Do you want to hide individual images that appear in and Event or the Photos folder? Right-click on the image, and you'll find the Hide option. However, if you want to see what's been hidden, it's just a matter of going to the View menu - it's not a feature meant for privacy, but just to conveniently avoid displaying an image.
iPhoto does not allow for the password-protection of individual Events, Folders, etc. So if your goal is to hide images from others who use the computer, you have an all-or-nothing proposition. If you place the iPhoto Library in the Pictures folder of your password-protected Home account, you'll have total privacy. If you leave it in the Root account's Pictures folder, all will be able to see it.
iPhoto is not an OS - if you want to physically shuffle files around from one folder to another, use Finder, and forget about iPhoto entirely. Finder is optimized for managing the generic contents of hard drives, network storage, and the like. iPhoto is a program specifically for organizing and editing photos in ways that are helpful to photographers. Each is optimized to a different purpose.
iPhoto imports photos to folders inside the iPhoto Library "package" (a group of folders and files that's meant to be left untouched by the casual user). Anything else you do - create new Albums, Events, etc. does not affect the original photo files, nor in which folders the original images reside within the package.
iPhoto and Aperture are also non-destructive image editors. When you make changes (whether it's cropping or placing the photo in an album), those changes are saved in data files. Nothing at all happens to the original image file. When you Export photos, whatever edits may have been made are applied on the way out the door.

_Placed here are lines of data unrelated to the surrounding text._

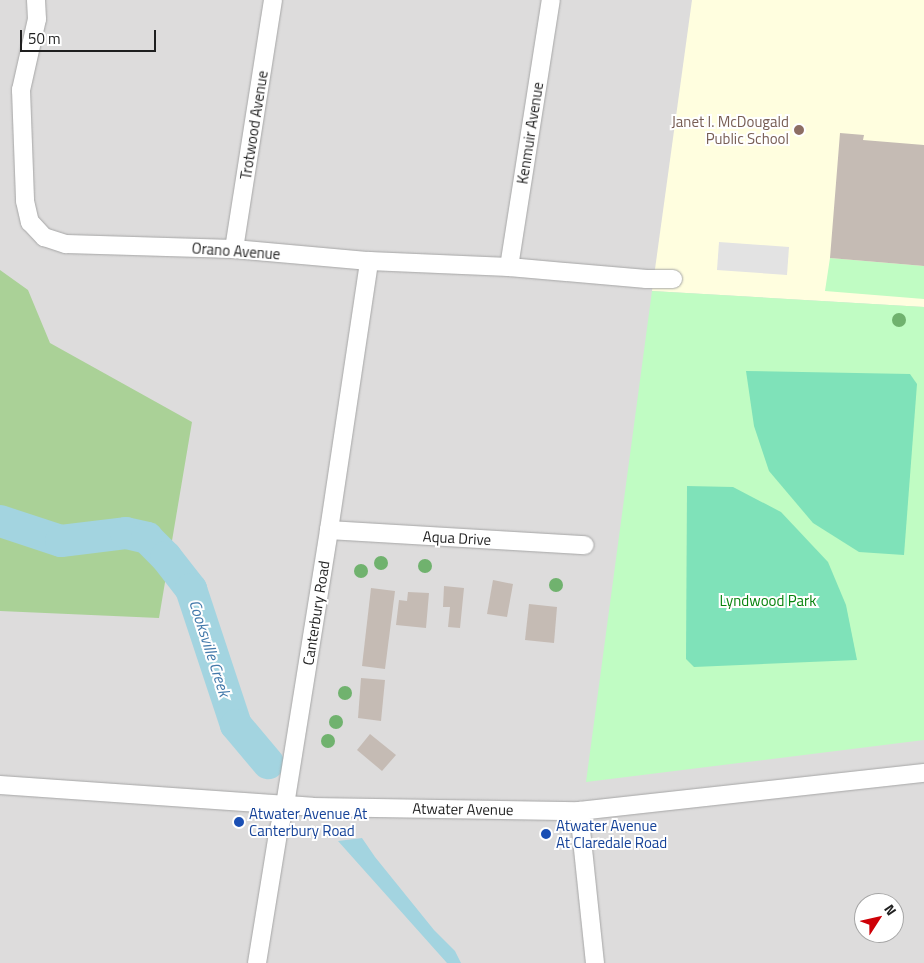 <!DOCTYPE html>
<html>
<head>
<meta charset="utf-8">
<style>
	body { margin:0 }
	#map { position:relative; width:924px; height:963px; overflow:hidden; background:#f0ece5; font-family:"Titillium Web",sans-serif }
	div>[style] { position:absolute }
	.residential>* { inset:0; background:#dddcdc }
	.education>* { inset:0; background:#fffedf }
	.forest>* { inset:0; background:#aad197 }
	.park>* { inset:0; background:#c0fcc3 }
	.pitch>* { inset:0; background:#7fe2b9 }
	.parking>* { inset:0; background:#e3e3e3 }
	.water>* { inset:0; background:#a3d4e0 }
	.river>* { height:32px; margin:-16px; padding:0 16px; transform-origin:16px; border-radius:16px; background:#a3d4e0 }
	.building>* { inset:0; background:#c5bbb4 }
	.roads { filter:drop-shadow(0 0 1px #a6a6a6) drop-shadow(0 0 1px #a6a6a6) }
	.minor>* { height:18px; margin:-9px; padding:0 9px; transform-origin:9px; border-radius:9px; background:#fff }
	.trees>* { width:14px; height:14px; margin:-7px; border-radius:50%; background:#70b26e }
	.dots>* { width:14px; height:14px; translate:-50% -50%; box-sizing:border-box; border:2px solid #fff; border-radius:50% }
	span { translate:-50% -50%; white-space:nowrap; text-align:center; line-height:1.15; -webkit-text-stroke:4px #fff; paint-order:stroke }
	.education-label { font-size:15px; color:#785e54 }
	.right { translate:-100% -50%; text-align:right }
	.street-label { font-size:15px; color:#1f1f1f }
	.park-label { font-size:15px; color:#07830d }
	.transit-label { font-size:15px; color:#164399 }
	.left { translate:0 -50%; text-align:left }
	.water-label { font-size:16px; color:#447aab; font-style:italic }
	.north { position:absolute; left:854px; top:893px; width:50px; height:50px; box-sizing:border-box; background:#fff; border:1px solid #a5a5a5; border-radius:50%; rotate:55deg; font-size:14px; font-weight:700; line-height:20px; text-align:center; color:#1f1f1f }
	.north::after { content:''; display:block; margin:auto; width:18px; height:22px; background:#ce0007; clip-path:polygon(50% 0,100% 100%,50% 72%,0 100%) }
	.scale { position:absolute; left:20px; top:30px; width:136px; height:22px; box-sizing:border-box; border:2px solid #1f1f1f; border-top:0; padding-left:6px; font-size:15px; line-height:18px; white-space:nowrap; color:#1f1f1f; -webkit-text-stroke:4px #fff; paint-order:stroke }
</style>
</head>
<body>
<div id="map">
	<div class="residential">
		<i style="clip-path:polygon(evenodd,0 0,924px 0,924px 963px,0 963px,0 0,864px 903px,894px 903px,894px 933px,864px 933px,864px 903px)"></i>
	</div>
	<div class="education">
		<i style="clip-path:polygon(692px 0,924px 0,924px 307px,652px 291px)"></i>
	</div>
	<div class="forest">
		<i style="clip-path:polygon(0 270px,28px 290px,50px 343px,192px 422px,159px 618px,0 611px)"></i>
	</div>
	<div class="park">
		<i style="clip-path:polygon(830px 258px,924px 266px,924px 299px,825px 291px)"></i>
		<i style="clip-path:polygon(652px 291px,924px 307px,924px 740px,586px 782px)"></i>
	</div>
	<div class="pitch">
		<i style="clip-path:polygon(746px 371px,910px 374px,917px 384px,904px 555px,859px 552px,813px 523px,769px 471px,754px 426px)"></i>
		<i style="clip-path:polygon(687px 486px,733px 487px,781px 512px,828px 562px,846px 605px,857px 660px,694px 667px,686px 659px)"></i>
	</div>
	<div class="parking">
		<i style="clip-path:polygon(719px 242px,789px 247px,787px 275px,717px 270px)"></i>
	</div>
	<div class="water">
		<i style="clip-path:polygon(362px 838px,375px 857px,434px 930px,455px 951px,461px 963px,447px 963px,338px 841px)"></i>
	</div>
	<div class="river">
		<i style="left:0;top:521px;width:64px;rotate:18.2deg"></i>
		<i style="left:61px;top:541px;width:65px;rotate:-7deg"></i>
		<i style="left:126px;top:533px;width:22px;rotate:13deg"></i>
		<i style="left:147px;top:538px;width:27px;rotate:45deg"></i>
		<i style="left:166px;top:557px;width:41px;rotate:52deg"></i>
		<i style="left:191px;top:589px;width:143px;rotate:71.7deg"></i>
		<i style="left:236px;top:725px;width:50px;rotate:49.9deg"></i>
	</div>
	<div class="building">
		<i style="clip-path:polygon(840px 133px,864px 135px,863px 140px,924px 145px,924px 266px,830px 258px)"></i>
		<i style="clip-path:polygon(493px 580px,513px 584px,507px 617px,487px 614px)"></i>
		<i style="clip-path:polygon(444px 586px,464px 588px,460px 628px,448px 627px,450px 607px,443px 607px)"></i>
		<i style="clip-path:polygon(371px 588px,395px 591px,385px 669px,362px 666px)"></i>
		<i style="clip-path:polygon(408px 592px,429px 593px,426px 628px,396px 625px,399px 600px,407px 601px)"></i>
		<i style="clip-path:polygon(529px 604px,557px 607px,554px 643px,525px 640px)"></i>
		<i style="clip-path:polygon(361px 678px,385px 680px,381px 721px,358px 718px)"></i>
		<i style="clip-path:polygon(370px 734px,396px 755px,382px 771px,357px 750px)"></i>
	</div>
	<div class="roads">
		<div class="minor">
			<i style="left:36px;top:0;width:19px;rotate:87deg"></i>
			<i style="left:37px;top:19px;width:73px;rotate:102.7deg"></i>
			<i style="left:21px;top:90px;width:111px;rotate:87.9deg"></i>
			<i style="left:25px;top:201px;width:22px;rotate:77deg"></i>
			<i style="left:30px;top:222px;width:21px;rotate:47deg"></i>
			<i style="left:44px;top:237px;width:23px;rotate:18deg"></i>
			<i style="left:66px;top:244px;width:168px;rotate:1.7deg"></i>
			<i style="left:234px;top:249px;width:136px;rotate:5.1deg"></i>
			<i style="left:369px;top:261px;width:140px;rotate:2.5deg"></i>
			<i style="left:509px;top:267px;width:138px;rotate:5deg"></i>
			<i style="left:646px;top:279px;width:27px"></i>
			<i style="left:234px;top:249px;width:252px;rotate:-81.1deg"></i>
			<i style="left:509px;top:267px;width:270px;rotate:-81.1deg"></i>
			<i style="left:329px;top:530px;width:256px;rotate:3.4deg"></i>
			<i style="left:0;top:785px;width:313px;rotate:4deg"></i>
			<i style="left:312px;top:807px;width:267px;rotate:0.9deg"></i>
			<i style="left:579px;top:811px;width:347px;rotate:-6.3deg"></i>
			<i style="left:579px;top:811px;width:153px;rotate:84deg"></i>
			<i style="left:257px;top:963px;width:132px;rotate:-80.8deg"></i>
			<i style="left:278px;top:833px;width:29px;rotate:-76deg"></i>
			<i style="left:285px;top:805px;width:278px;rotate:-80.9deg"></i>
			<i style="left:329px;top:530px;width:272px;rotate:-81.5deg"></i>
		</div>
	</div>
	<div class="trees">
		<i style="left:899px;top:320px"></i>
		<i style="left:381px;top:563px"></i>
		<i style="left:425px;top:566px"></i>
		<i style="left:361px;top:571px"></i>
		<i style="left:556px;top:585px"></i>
		<i style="left:345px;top:693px"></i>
		<i style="left:336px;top:722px"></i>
		<i style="left:328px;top:741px"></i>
	</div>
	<div class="dots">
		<i style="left:799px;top:130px;background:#8d6e63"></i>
		<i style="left:239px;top:822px;background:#1a4fb4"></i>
		<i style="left:546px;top:834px;background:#1a4fb4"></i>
	</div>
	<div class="education-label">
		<span class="right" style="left:789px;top:130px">Janet I. McDougald<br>Public School</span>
	</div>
	<div class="street-label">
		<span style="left:254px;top:125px;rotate:-81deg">Trotwood Avenue</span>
		<span style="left:530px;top:133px;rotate:-81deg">Kenmuir Avenue</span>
		<span style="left:236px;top:251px;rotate:4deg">Orano Avenue</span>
		<span style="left:457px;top:538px;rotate:3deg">Aqua Drive</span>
		<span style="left:316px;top:613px;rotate:-81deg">Canterbury Road</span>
		<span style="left:463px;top:809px;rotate:1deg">Atwater Avenue</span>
	</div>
	<div class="park-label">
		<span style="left:768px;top:601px">Lyndwood Park</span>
	</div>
	<div class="transit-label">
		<span class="left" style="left:249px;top:822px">Atwater Avenue At<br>Canterbury Road</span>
		<span class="left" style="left:556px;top:834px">Atwater Avenue<br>At Claredale Road</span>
	</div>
	<div class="water-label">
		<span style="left:210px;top:648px;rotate:72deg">Cooksville Creek</span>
	</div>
	<div class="north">N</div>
	<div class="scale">50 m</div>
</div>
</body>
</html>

The point of iPhoto's organizing system is to allow you to find the same image in as many ways as you wish, use the same image as often as you wish, without making multiple copies of the image file. Say you take a picture of your child playing soccer. Say you're also the unofficial team photographer. You create a folder dedicated to soccer photos, and you have another folder dedicated to photos of your child. Where do you put the file?
In Windows File Manager or OS X Finder, that photo could only be in one of those two folders unless you make a copy or an alias. In iPhoto, there's one copy of the image file, no matter how many albums, etc. have that same image. You can edit an image in iPhoto, no matter where you find it - and those edits will be seen in every other place the image can be found.